Share your dilemmas and get honest opinions from other Mumsnetters.

To think we should rename child free weddings..

127 replies

purplesprings · 28/07/2015 09:39

.. to take some of the angst out of invitations? I propose:

Marriage Party = adult only celebration of a couple's marriage. [only exceptions being dc of immediate family]

Wedding = celebration of two families coming together to form new family.

For the B&G there would be a clear definition of their wishes and no need to explain further. Guests would then know what the rules are and can decide whether to attend and in the case of a wedding whether or not to take their docs.

OP posts:
CheeseandPickledOnion · 29/07/2015 15:26

The problem isn't what the wedding is called. The problem is people who don't understand how to address a invite correctly, and people who don't understand that the names of all the intended attendees are on the invite.

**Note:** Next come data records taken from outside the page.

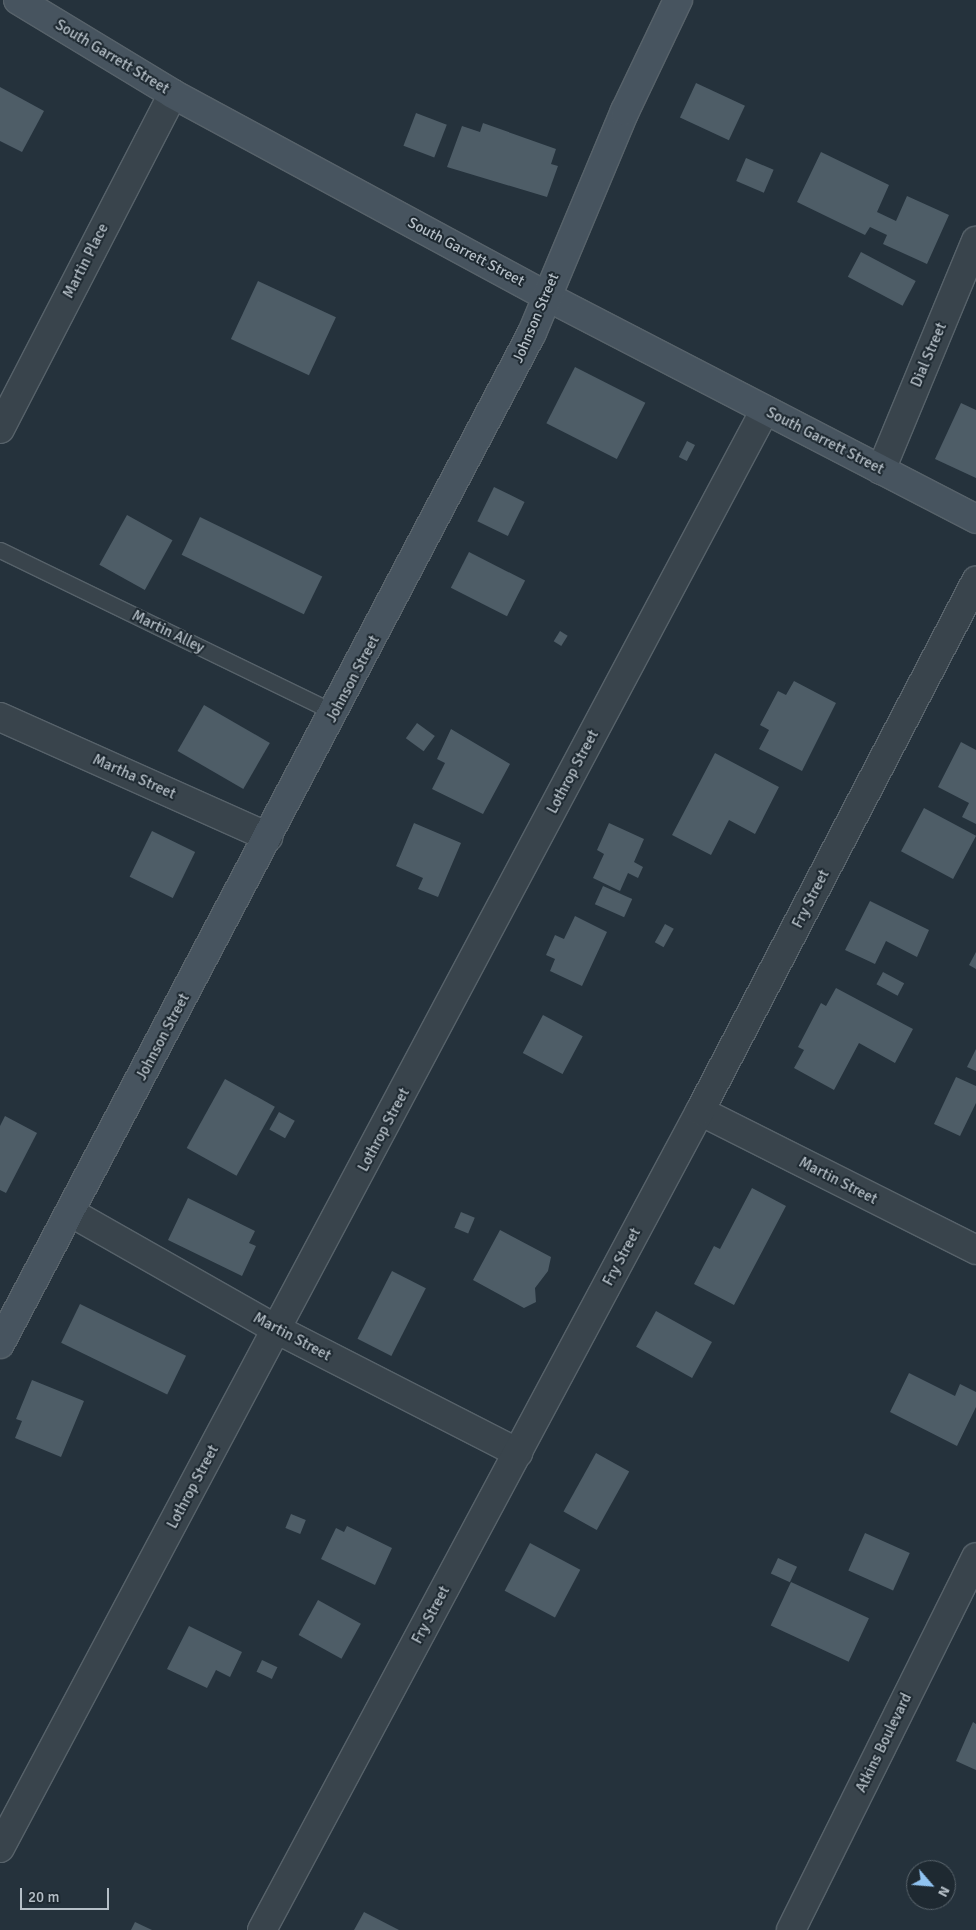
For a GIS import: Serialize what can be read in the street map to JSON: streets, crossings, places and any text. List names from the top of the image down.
{
  "streets": {
    "street": [
      "South Garrett Street",
      "Martin Place",
      "Johnson Street",
      "Dial Street",
      "Lothrop Street",
      "Martha Street",
      "Fry Street",
      "Martin Street",
      "Atkins Boulevard"
    ],
    "lane": ["Martin Alley"]
  },
  "crossings": [
    ["South Garrett Street", "Martin Place"],
    ["South Garrett Street", "Johnson Street"],
    ["South Garrett Street", "Dial Street"],
    ["South Garrett Street", "Lothrop Street"],
    ["Johnson Street", "Martin Alley"],
    ["Johnson Street", "Martha Street"],
    ["Johnson Street", "Martin Street"],
    ["Lothrop Street", "Martin Street"],
    ["Fry Street", "Martin Street"]
  ],
  "scale_bar": "20 m",
  "north": "bottom right"
}
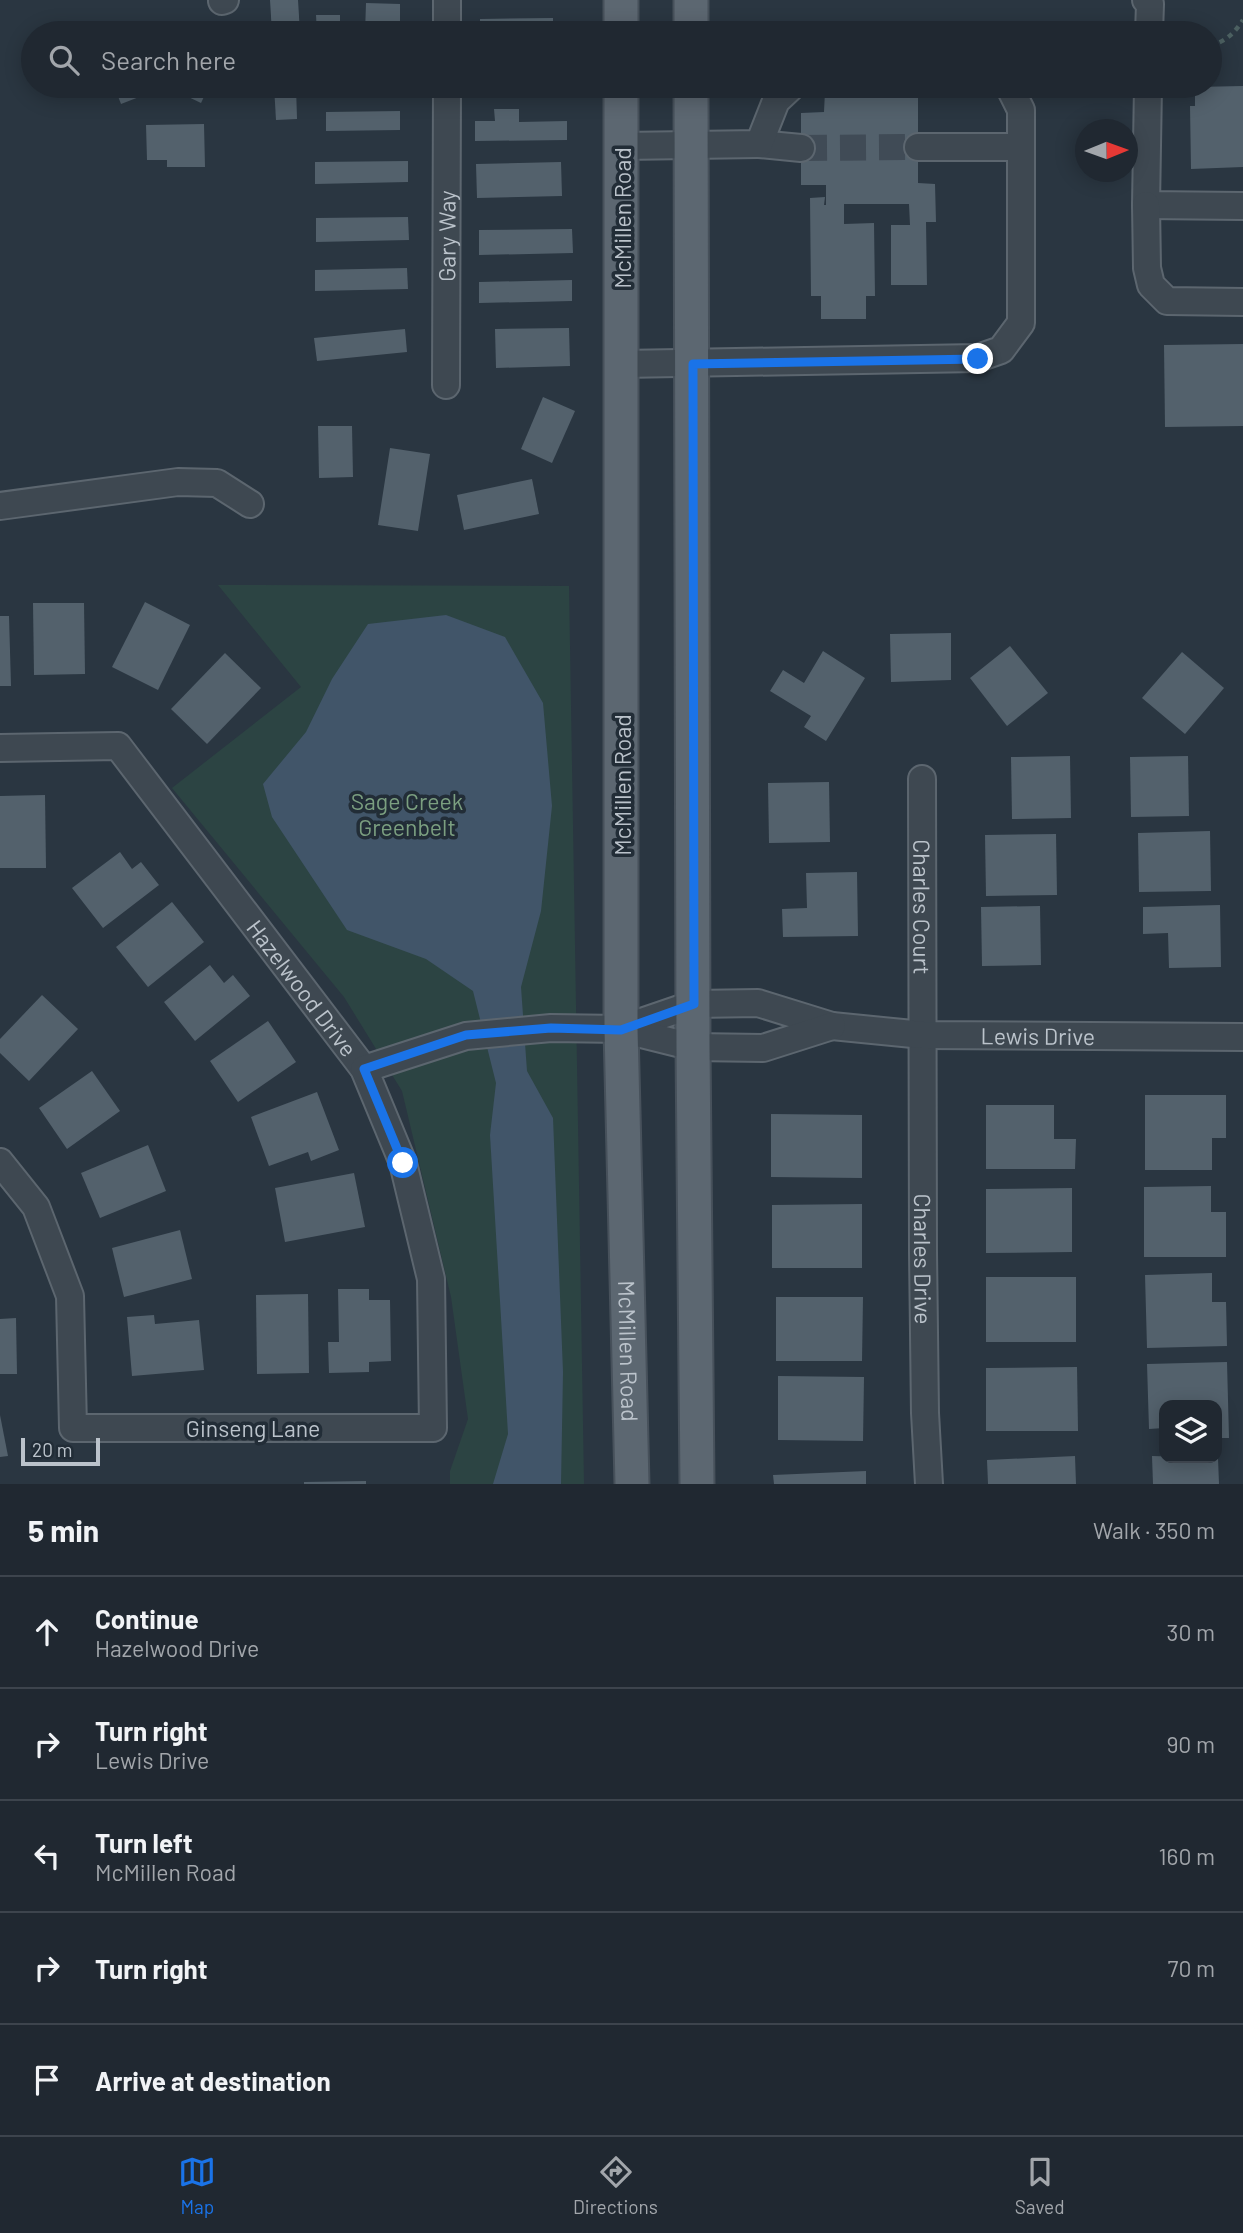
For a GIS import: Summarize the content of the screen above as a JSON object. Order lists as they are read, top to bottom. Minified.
{"streets":{"main road":["McMillen Road"],"street":["Gary Way","Charles Court","Hazelwood Drive","Lewis Drive","Charles Drive","Ginseng Lane"]},"crossings":[["McMillen Road","Lewis Drive"],["Charles Court","Lewis Drive"],["Charles Court","Charles Drive"],["Hazelwood Drive","Lewis Drive"],["Hazelwood Drive","Ginseng Lane"],["Lewis Drive","Charles Drive"]],"parks":["Sage Creek Greenbelt"],"scale_bar":"20 m","north":"right","page":{"search":"Search here","scale":"20 m","heading":["5 min","Walk · 350 m"],"list":[["Continue","Hazelwood Drive","30 m"],["Turn right","Lewis Drive","90 m"],["Turn left","McMillen Road","160 m"],["Turn right","70 m"],"Arrive at destination"],"nav":["Map","Directions","Saved"]}}
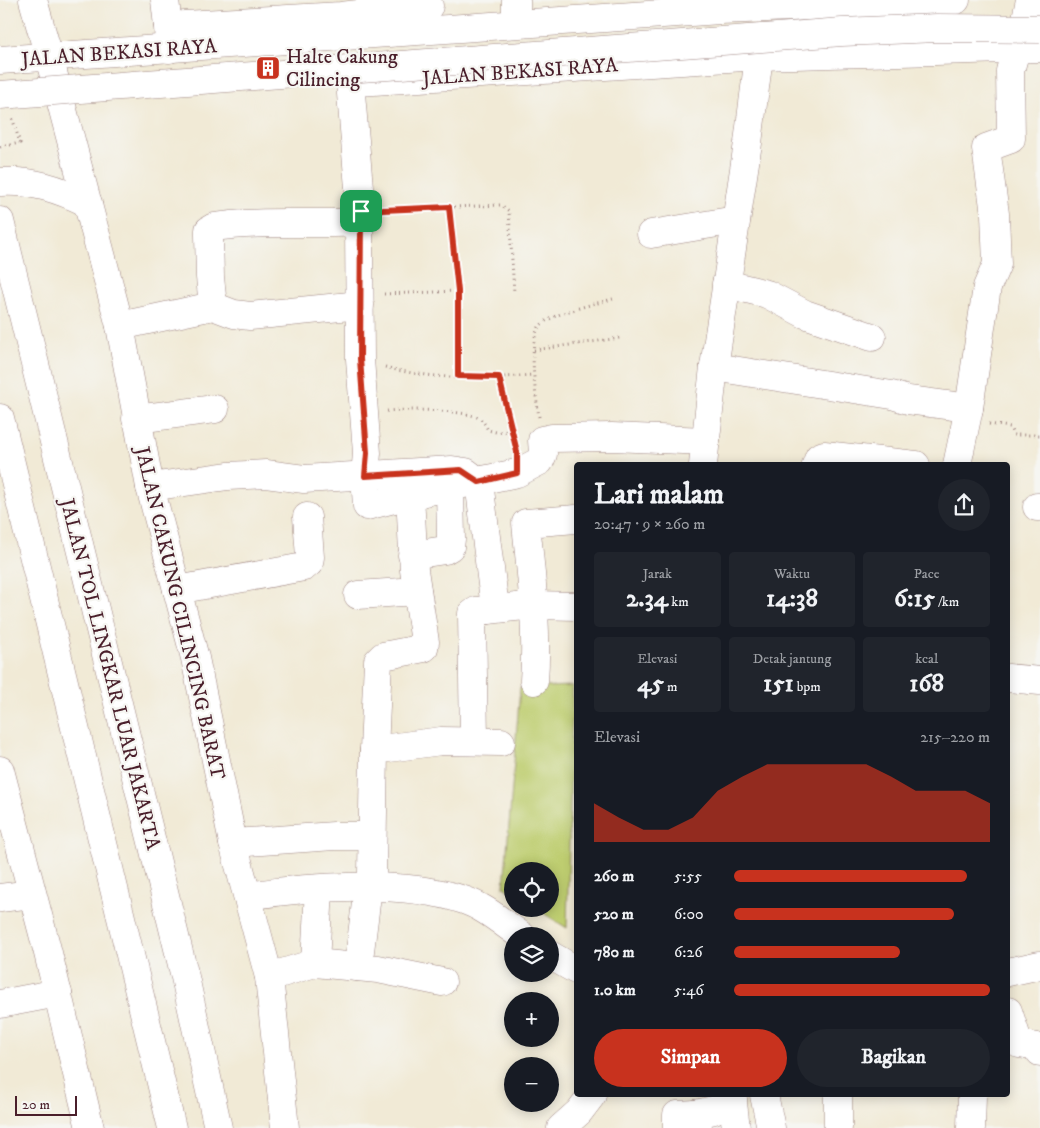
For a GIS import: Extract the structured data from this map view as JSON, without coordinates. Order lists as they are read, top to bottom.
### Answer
{
  "streets": {
    "main road": ["JALAN BEKASI RAYA", "JALAN CAKUNG CILINCING BARAT", "JALAN TOL LINGKAR LUAR JAKARTA"]
  },
  "crossings": [
    ["JALAN BEKASI RAYA", "JALAN CAKUNG CILINCING BARAT"]
  ],
  "places": {
    "building": ["Halte Cakung Cilincing"]
  },
  "scale_bar": "20 m",
  "page": {
    "heading": ["Lari malam", "20:47 · 9 × 260 m"],
    "stats": [
      ["Jarak", "2.34 km"],
      ["Waktu", "14:38"],
      ["Pace", "6:15 /km"],
      ["Elevasi", "45 m"],
      ["Detak jantung", "151 bpm"],
      ["kcal", "168"]
    ],
    "chart": ["Elevasi", "215–220 m"],
    "list": [
      {
        "name": "260 m",
        "note": "5:55"
      },
      {
        "name": "520 m",
        "note": "6:00"
      },
      {
        "name": "780 m",
        "note": "6:26"
      },
      {
        "name": "1.0 km",
        "note": "5:46"
      }
    ],
    "map_buttons": ["+", "−"],
    "buttons": ["Simpan", "Bagikan"],
    "scale": "20 m"
  }
}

It's that simple. Sending wedding invites? Look how up to write them properly. Responding, learn if your name isn't down you aren't coming in.

Simples.

I'm sure I was hated. When I married ex-DH I wanted a specific venue and couldn't have all of his extended family there (cousins and their children) it was just too many it would have been 20% children and no, I didn't want that. So we had two children. My step son and my Maid of Honours son because she travelled with her family from abroad. All the cousins still came... they were happy to!

TowerRavenSeven · 29/07/2015 15:31

Ooooo I loved a good child free wedding when mine were small and we couldn't attend (in another country). Because when that union has a child and they can't attend something...I have nice smile.

mochindu · 29/07/2015 15:46

I'm not sure that 'childfree weddings' are necessarily a very modern invention. Thinking back to my childhood in the 80s, the first wedding my brother and I were invited to was when we were 13/14-ish. Before that, it was just assumed that if family kids weren't bridesmaid/pageboy, they needn't go - in fact, when my cousin got married and we weren't invited, I can remember my mum reassuring us that we'd be bored keeping quiet for that long, having to make polite conversation with adults, and so on, and that we were getting a much better deal, staying over at a family friend's for the night!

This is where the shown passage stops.